Traditionalist parents have more significant concerns than Morrissey’s brush with the law. He was a co-author of a Senate bill in 2020 that would have allowed parents to be denied custody of their children if they did not “confirm” their transgender status. New to the definition of “abused or neglected child” is a parent who “inflicts… emotional injury on the grounds of the child’s gender identity or sexual orientation.”
The bill’s proponent in the House of Delegates, Elizabeth Guzman, has already told the local press that she wants to introduce a similar law this year that would make it a crime not to verify gender identity. Guzman commented to WJLA: “It could be illegal to do so. A misdemeanor charge is possible.”
Morrissey’s promotion is possible because, according to quote Republican political analyst and creator of the Virginia Project David Gordon, “child abuse is not an obstacle for Democrats.”
Gordon told The Daily Wire, “Given his track record, I was shocked to see that he cosponsored the notorious Guzman child kidnapping measure.”
To win Morrissey’s House seat in this particular election would not be his first electoral triumph. Morrissey withdrew as a state delegate following his conviction, prompting a special election; he then campaigned in that election as an independent and won, giving him the right to vote in the General Assembly even though he was spending his sentence in prison on work release.
After being elected as a Democrat to the state senate in 2019, the Richmond Free Press remarked that “criminal justice reform has been a signature part of the legislation he has submitted.” The publication claimed in January that Democrat Ralph Northam had pardoned Morrissey as one of his final acts in office.

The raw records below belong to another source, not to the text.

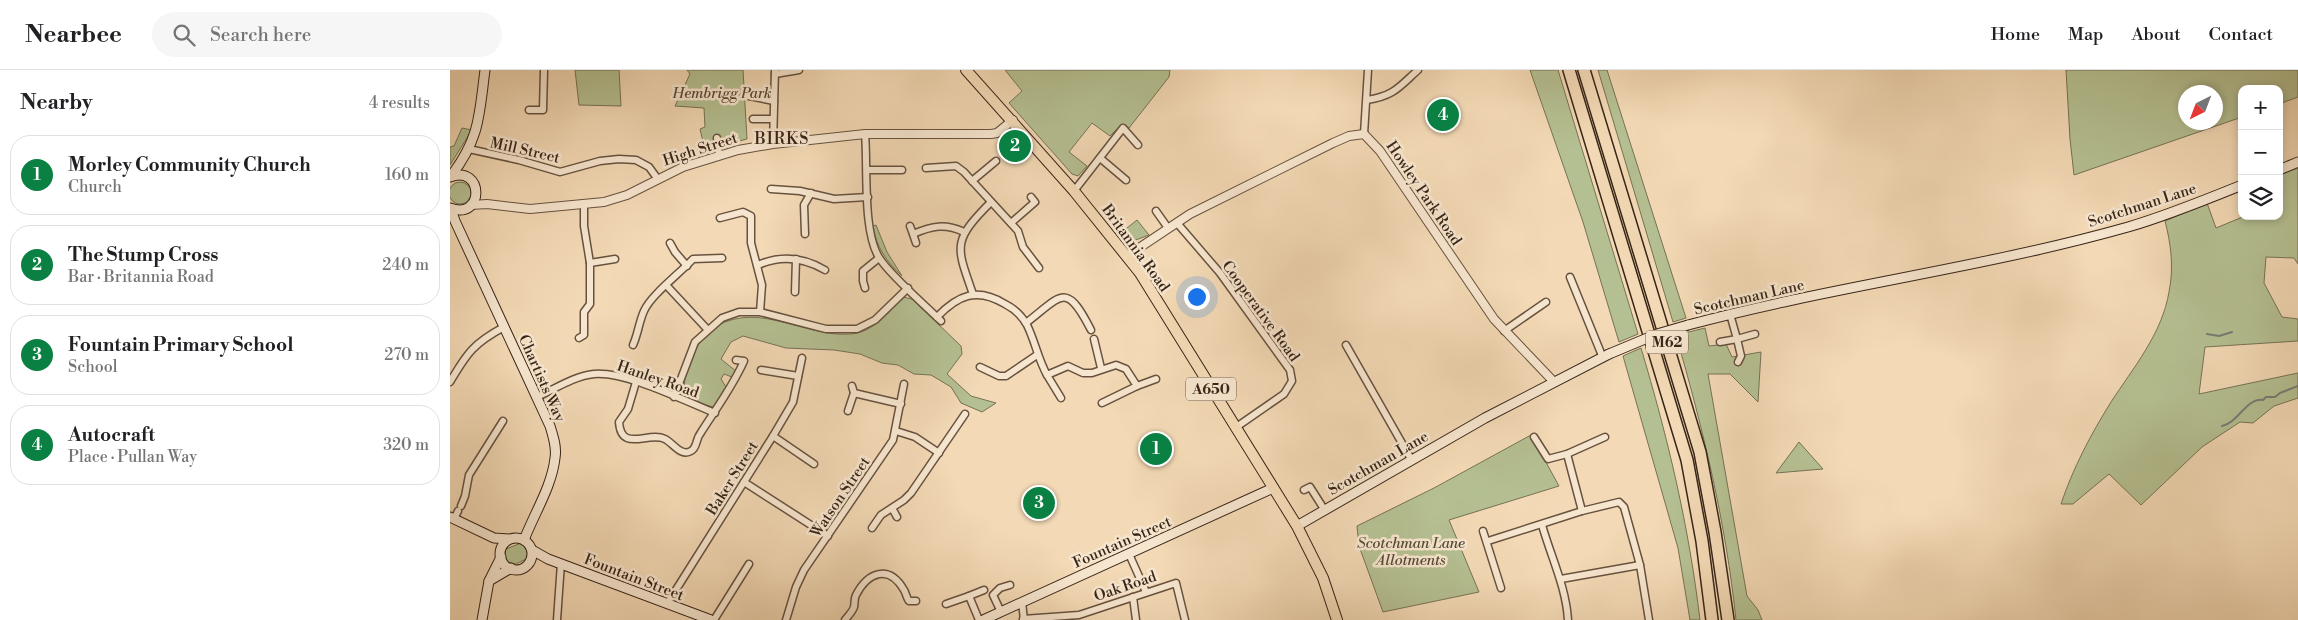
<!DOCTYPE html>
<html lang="en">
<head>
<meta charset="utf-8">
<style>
	body { margin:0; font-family:"Libre Bodoni",serif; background:#f6f6f6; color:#202124 }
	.controls { position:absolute; right:15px; top:15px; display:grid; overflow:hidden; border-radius:10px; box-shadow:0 2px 8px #0003 }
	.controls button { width:45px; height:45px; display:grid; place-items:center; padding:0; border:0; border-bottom:1px solid #e0e0e0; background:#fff; color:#202124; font:25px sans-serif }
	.compass { position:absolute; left:1728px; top:15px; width:45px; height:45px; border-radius:50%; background:#fff; box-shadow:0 2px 8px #0003; rotate:222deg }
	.you { position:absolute; left:746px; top:226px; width:18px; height:18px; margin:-12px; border:4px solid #fff; border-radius:50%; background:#1a73e8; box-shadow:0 0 0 8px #1a73e833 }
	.badge { display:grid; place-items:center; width:32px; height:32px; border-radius:50%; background:#0b8043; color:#fff; font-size:16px; font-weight:700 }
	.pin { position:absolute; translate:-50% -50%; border:2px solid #fff; box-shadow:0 1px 5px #0006 }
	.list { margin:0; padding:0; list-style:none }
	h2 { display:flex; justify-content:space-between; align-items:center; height:65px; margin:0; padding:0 20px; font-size:21px }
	h2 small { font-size:16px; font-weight:400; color:#757577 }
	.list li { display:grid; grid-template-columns:32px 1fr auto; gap:15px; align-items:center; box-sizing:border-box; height:80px; margin:0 10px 10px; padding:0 10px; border:1px solid #e0e0e0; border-radius:20px }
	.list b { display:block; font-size:19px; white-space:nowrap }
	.list p { margin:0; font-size:16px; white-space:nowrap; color:#757577 }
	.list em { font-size:16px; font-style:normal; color:#757577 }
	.icon { flex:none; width:28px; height:28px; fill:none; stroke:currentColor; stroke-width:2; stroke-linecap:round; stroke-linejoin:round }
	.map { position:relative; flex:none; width:1848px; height:550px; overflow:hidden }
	header { display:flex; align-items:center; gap:30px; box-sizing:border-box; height:70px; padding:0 25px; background:#fff; border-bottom:1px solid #e0e0e0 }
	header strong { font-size:24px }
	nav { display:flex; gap:28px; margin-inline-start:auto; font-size:18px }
	.search { width:350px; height:45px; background:#f6f6f6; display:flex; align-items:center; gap:12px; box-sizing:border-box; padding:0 18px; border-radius:28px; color:#757577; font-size:19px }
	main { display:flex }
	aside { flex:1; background:#fff }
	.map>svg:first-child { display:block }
	.green { fill:#b5c092; stroke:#767255; fill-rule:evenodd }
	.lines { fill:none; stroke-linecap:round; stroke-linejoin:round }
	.stream { stroke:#757d77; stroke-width:2 }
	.minor-casing { stroke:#67523f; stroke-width:9 }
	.tertiary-casing { stroke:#67523f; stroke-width:10 }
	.secondary-casing { stroke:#382518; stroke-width:11 }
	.primary-casing { stroke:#382518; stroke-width:12 }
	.motorway-casing { stroke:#382518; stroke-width:14 }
	.minor { stroke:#f7e6cf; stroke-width:6 }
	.tertiary { stroke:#f7e6cf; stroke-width:8 }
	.secondary { stroke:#f7e6cf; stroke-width:9 }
	.primary { stroke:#f3d9b5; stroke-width:10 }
	.motorway { stroke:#f3d9b5; stroke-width:11 }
	.secondary-bridge-casing { stroke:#382518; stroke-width:11; stroke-linecap:butt }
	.secondary-bridge { stroke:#f7e6cf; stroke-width:9 }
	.labels { text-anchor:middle; stroke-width:5; stroke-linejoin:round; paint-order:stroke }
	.shield { fill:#f7e6cf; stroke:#715f4f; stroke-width:1 }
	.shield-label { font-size:14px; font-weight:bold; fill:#382518 }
	.park-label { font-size:15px; font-style:italic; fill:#574c36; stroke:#f7e6cf }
	.street-label { font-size:15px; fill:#382518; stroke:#f7e6cf }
	.neighbourhood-label { font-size:16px; letter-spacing:1px; fill:#382518; stroke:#f7e6cf }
</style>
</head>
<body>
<header>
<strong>Nearbee</strong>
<div class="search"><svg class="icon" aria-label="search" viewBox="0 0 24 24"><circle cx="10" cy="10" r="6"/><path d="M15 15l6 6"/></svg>Search here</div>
<nav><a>Home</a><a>Map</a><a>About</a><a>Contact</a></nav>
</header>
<main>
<aside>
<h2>Nearby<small>4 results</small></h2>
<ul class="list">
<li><span class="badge">1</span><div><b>Morley Community Church</b><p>Church</p></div><em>160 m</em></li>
<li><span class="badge">2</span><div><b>The Stump Cross</b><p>Bar · Britannia Road</p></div><em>240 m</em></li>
<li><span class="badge">3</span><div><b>Fountain Primary School</b><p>School</p></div><em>270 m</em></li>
<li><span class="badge">4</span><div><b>Autocraft</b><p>Place · Pullan Way</p></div><em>320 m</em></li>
</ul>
</aside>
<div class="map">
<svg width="1848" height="550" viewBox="0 0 1848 550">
	<rect width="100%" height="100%" fill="#f3d9b5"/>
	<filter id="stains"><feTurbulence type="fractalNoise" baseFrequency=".004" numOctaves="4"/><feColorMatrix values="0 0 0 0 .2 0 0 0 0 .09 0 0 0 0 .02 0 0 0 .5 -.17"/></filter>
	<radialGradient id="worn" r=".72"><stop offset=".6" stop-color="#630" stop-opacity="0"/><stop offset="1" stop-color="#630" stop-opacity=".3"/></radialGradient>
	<g class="green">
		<path d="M125,0H169L171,36L129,35Z"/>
		<path d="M237,0H293L297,69L255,80L250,59L255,57L254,38L225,36L240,4Z"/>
		<path d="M555,0H720L719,7L679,58L672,54L660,66L642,53L619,82L637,96L628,106L622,104L559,33L572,21Z"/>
		<path d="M1080,0H1108L1188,264L1169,272L1133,152Z"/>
		<path d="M1148,0H1157L1236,248L1223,252Z"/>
		<path d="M1616,0H1848V27L1829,34V19H1792V47L1624,105L1620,69ZM1736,22H1766V52H1736Z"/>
		<path d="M12,58L22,60L0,95V77L4,76Z"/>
		<path d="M1848,98V194L1844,188L1816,187L1814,213L1832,247L1848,249V271L1755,277L1749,324L1848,303V328L1824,336L1803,353L1790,352L1752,377L1691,435L1659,404L1623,434H1611C1623,398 1641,364 1661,332C1683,298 1712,264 1719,222C1724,198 1721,174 1715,151L1757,133L1766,158L1795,146H1829V105Z"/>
		<circle cx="10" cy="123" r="11"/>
		<path d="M687,150L699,165L683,171L672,162Z"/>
		<path d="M426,155L437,182L452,206C437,192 426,177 423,156Z"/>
		<path d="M453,227L462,229L511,276L512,284L497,304L521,326L546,333L532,342L511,333L501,317L481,305L464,304L448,295L432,293L410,284L384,280L336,278L293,266L281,272L271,289L287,302L282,307L274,304L271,309L276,317L263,337L248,333L236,326C231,312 238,299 243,285C247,274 257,263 267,256C310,231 356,268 401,264C424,262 439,242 453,227Z"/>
		<path d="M1255,258L1259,276L1276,274L1282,287L1311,282L1308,332L1280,304H1258L1297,526L1308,540L1312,550H1286C1276,453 1253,359 1226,265Z"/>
		<path d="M1191,278C1218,368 1239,457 1250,550H1240L1228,478L1173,286Z"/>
		<path d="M1081,365L1109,416L999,450L1029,522L933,542L909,476L907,456L984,418Z"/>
		<path d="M1349,372L1373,399L1326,403Z"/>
		<path d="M71,473L77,475L80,480L78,488L66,494L57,492L54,484L56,479Z"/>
	</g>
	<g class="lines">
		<g class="stream">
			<path d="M1757,264L1769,266L1782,262"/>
			<path d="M1772,356C1788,353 1797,327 1813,330L1816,327H1825L1830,323L1848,316"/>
		</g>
		<g class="minor-casing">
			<g id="minor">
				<path d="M325,4L349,0"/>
				<path d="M294,25L324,31"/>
				<path d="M917,30C944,26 949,17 968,0"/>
				<path d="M79,40H93L94,0"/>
				<path d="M303,49H323"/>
				<path d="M415,64C418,96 412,163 430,189C443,208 474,234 491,251"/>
				<path d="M914,64L918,0"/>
				<path d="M267,68L269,85"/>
				<path d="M323,74L325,0"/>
				<path d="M19,79L69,90L110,102L150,91L169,89L186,90L199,97L207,108"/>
				<path d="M650,88L676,110"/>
				<path d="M476,98L506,96L514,102L568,161L573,177L589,198"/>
				<path d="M417,100H452"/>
				<path d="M522,111L546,91"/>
				<path d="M321,119L350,121L384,129L418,127"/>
				<path d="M624,121L673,58L688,75"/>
				<path d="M706,141L718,158"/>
				<path d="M270,148L293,142L301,146V173L312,215L310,242"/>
				<path d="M561,153L585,132L581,127"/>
				<path d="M727,153L770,203L840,300L842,311L834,324L785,358"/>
				<path d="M460,156L463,164C482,156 495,153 514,162"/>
				<path d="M355,164L354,135L361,123"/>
				<path d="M463,164L466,173"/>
				<path d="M220,173L225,182L237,196"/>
				<path d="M140,193L165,189"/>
				<path d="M308,195C331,185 353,187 375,200"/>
				<path d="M1120,207L1153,288"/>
				<path d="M217,216L257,259"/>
				<path d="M415,218L413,211V201L429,188"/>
				<path d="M345,222L346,189"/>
				<path d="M523,224C506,176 502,171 541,132"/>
				<path d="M487,247C508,225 527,217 555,234C563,238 572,246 577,255C585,271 588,289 597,305L618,296L633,303H642L666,295L676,299L687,316L652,333"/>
				<path d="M576,253C612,225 616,211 641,260"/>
				<path d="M1054,261L1096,232"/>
				<path d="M129,268L134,265V242L140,234V193L134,156V135"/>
				<path d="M644,269L651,298"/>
				<path d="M1270,272L1287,269L1280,244"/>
				<path d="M183,275C188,264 189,252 194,241C201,225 229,204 243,189L272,188"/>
				<path d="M896,275L961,389"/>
				<path d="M1288,292L1291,286L1287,269L1305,264"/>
				<path d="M530,297L549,306H556L587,285"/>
				<path d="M311,300L348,306"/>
				<path d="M597,305L611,328"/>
				<path d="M0,312C17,283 24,273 54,257"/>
				<path d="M186,312L178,339L169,352C171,383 198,361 215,369C223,373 231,387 241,381C247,378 246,369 250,364C265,340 282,318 294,291L286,290"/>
				<path d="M402,316L404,323"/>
				<path d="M687,316L706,309"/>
				<path d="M87,327C105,319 124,306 144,304C175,301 235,331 265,343"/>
				<path d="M224,327L245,272L272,248L289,242H310L376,259H407L425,250L458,218"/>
				<path d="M398,341L404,323L451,334"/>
				<path d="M446,361L465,367L489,383"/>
				<path d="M323,366L364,394"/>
				<path d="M1084,367L1098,389L1117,384L1155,367"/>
				<path d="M1117,384L1132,441"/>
				<path d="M294,412L378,466"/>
				<path d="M854,420L860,417L874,439"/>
				<path d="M11,436L15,426L19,405L53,351"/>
				<path d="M442,438L447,447"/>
				<path d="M4,449L8,441"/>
				<path d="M1092,455C1101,487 1116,517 1118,550"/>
				<path d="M422,458L431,445L454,430L461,423L515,344"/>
				<path d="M1033,461L1051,518"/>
				<path d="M1038,471L1132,441L1169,432L1174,437L1190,495L1199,550"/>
				<path d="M679,484L696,522"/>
				<path d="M1111,509L1190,495"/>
				<path d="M683,527L686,550"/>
				<path d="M572,532L574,550"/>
				<path d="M217,534L323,366L343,332L352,288"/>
				<path d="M496,534L519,526"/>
				<path d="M551,542L543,525L550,518L560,515"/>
				<path d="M573,549L629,545L726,513L735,550"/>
				<path d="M107,550L111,493"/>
				<path d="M264,550L299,494"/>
				<path d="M336,550L346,517L354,500L443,370L454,314"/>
				<path d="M395,550C398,546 403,541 404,537C405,532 404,529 406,525C418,502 439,494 454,520C456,523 456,527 459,531H466"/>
				<path d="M529,550L519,526L534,520"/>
			</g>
		</g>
		<g class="tertiary-casing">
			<g id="tertiary">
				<path d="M21,135L37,134L80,139L154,132L177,125L233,97L288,80L323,74L415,64H541L547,63L563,50"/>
				<path d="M677,186L740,144L883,73L899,66L914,64L930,81L1044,249L1104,312"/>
			</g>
		</g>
		<g class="secondary-casing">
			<g id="secondary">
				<path d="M1829,100L1848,92"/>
				<path d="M1,106C30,68 29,46 35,0"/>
				<path d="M0,107C34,94 35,151 0,138"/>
				<path d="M1,139L5,151L100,356C103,366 107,377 105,388C102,416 84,444 74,470"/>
				<path d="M1238,255C1383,216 1533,198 1678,157C1716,146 1755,130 1792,115"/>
				<path d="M0,447L44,468L59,469"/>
				<path d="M847,456L1035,348L1159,284"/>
				<circle cx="66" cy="484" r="16"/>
				<path d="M82,480L98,489L261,550"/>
				<path d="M39,511L61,498"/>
				<path d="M32,550L39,511L51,487"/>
				<path d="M533,550L823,418"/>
			</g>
		</g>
		<g class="primary-casing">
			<path id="primary" d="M516,0L624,121L690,203L847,456L873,508L887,550"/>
		</g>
		<g class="motorway-casing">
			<g id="motorway">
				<path d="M1119,0L1237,390L1252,471L1262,550"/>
				<path d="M1134,0L1250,382L1265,462L1278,550"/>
			</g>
		</g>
		<use href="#minor" class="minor"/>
		<use href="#tertiary" class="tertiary"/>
		<use href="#secondary" class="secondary"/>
		<use href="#primary" class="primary"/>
		<use href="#motorway" class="motorway"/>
		<g class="secondary-bridge-casing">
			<path id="secondary-bridge" d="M1159,284L1207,264L1238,255"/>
		</g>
		<use href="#secondary-bridge" class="secondary-bridge"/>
	</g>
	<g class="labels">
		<g class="shield">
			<rect x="1196" y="260.5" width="42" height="23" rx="4"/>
			<rect x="736" y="307.5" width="50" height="23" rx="4"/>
		</g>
		<g class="shield-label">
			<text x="1217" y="277">M62</text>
			<text x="761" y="324">A650</text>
		</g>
		<g class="park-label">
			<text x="272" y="28">Hembrigg Park</text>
			<text x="961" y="478">Scotchman Lane<tspan x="961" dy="17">Allotments</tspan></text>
		</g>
		<g class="street-label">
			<text transform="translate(250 79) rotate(-18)" y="5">High Street</text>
			<text transform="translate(75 80) rotate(13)" y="5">Mill Street</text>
			<text transform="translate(974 123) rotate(56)" y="5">Howley Park Road</text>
			<text transform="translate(1692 135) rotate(-18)" y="5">Scotchman Lane</text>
			<text transform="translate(686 178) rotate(54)" y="5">Britannia Road</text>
			<text transform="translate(1299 227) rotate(-13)" y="5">Scotchman Lane</text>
			<text transform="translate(811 241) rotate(54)" y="5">Cooperative Road</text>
			<text transform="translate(92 308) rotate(66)" y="5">Chartists Way</text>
			<text transform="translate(208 309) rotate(19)" y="5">Hanley Road</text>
			<text transform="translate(928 393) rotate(-30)" y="5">Scotchman Lane</text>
			<text transform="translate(282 408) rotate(-58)" y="5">Baker Street</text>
			<text transform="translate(390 427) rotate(-56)" y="5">Watson Street</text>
			<text transform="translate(672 472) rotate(-24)" y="5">Fountain Street</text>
			<text transform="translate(184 507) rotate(21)" y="5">Fountain Street</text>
			<text transform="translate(675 516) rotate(-19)" y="5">Oak Road</text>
		</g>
		<g class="neighbourhood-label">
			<text x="332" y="74">BIRKS</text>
		</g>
	</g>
	<rect width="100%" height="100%" filter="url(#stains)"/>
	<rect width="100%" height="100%" fill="url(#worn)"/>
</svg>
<div class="controls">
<button>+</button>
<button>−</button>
<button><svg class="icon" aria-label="layers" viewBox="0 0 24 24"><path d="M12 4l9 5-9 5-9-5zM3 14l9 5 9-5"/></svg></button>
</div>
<svg class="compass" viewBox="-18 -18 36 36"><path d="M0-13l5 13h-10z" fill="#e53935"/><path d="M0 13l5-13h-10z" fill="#757577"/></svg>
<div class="you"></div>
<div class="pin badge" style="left:706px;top:379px">1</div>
<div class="pin badge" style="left:565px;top:76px">2</div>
<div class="pin badge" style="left:589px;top:433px">3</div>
<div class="pin badge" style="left:993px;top:45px">4</div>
</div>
</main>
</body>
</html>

Our pleas for a response from Morrissey have gone unanswered.
In Virginia’s Fourth Congressional District, where the city of Richmond is located, black people make up a sizable portion of the Democratic vote. Therefore, the winner of the Democratic primary will very indeed become the Democratic nominee. The Democrats’ nominee will be chosen in a “firehouse primary” on December 20 at five locations, including a union hall and a Baptist church. A special election will take place on February 21.
Alexis Rodgers, chair of the California Democratic Party for the 4th Congressional District, declined to comment on Morrissey.
Despite his image as a maverick owing to his odd personal life and his inability to vote according to party doctrine, Morrissey is among the more moderate Democrats in the Virginia Senate.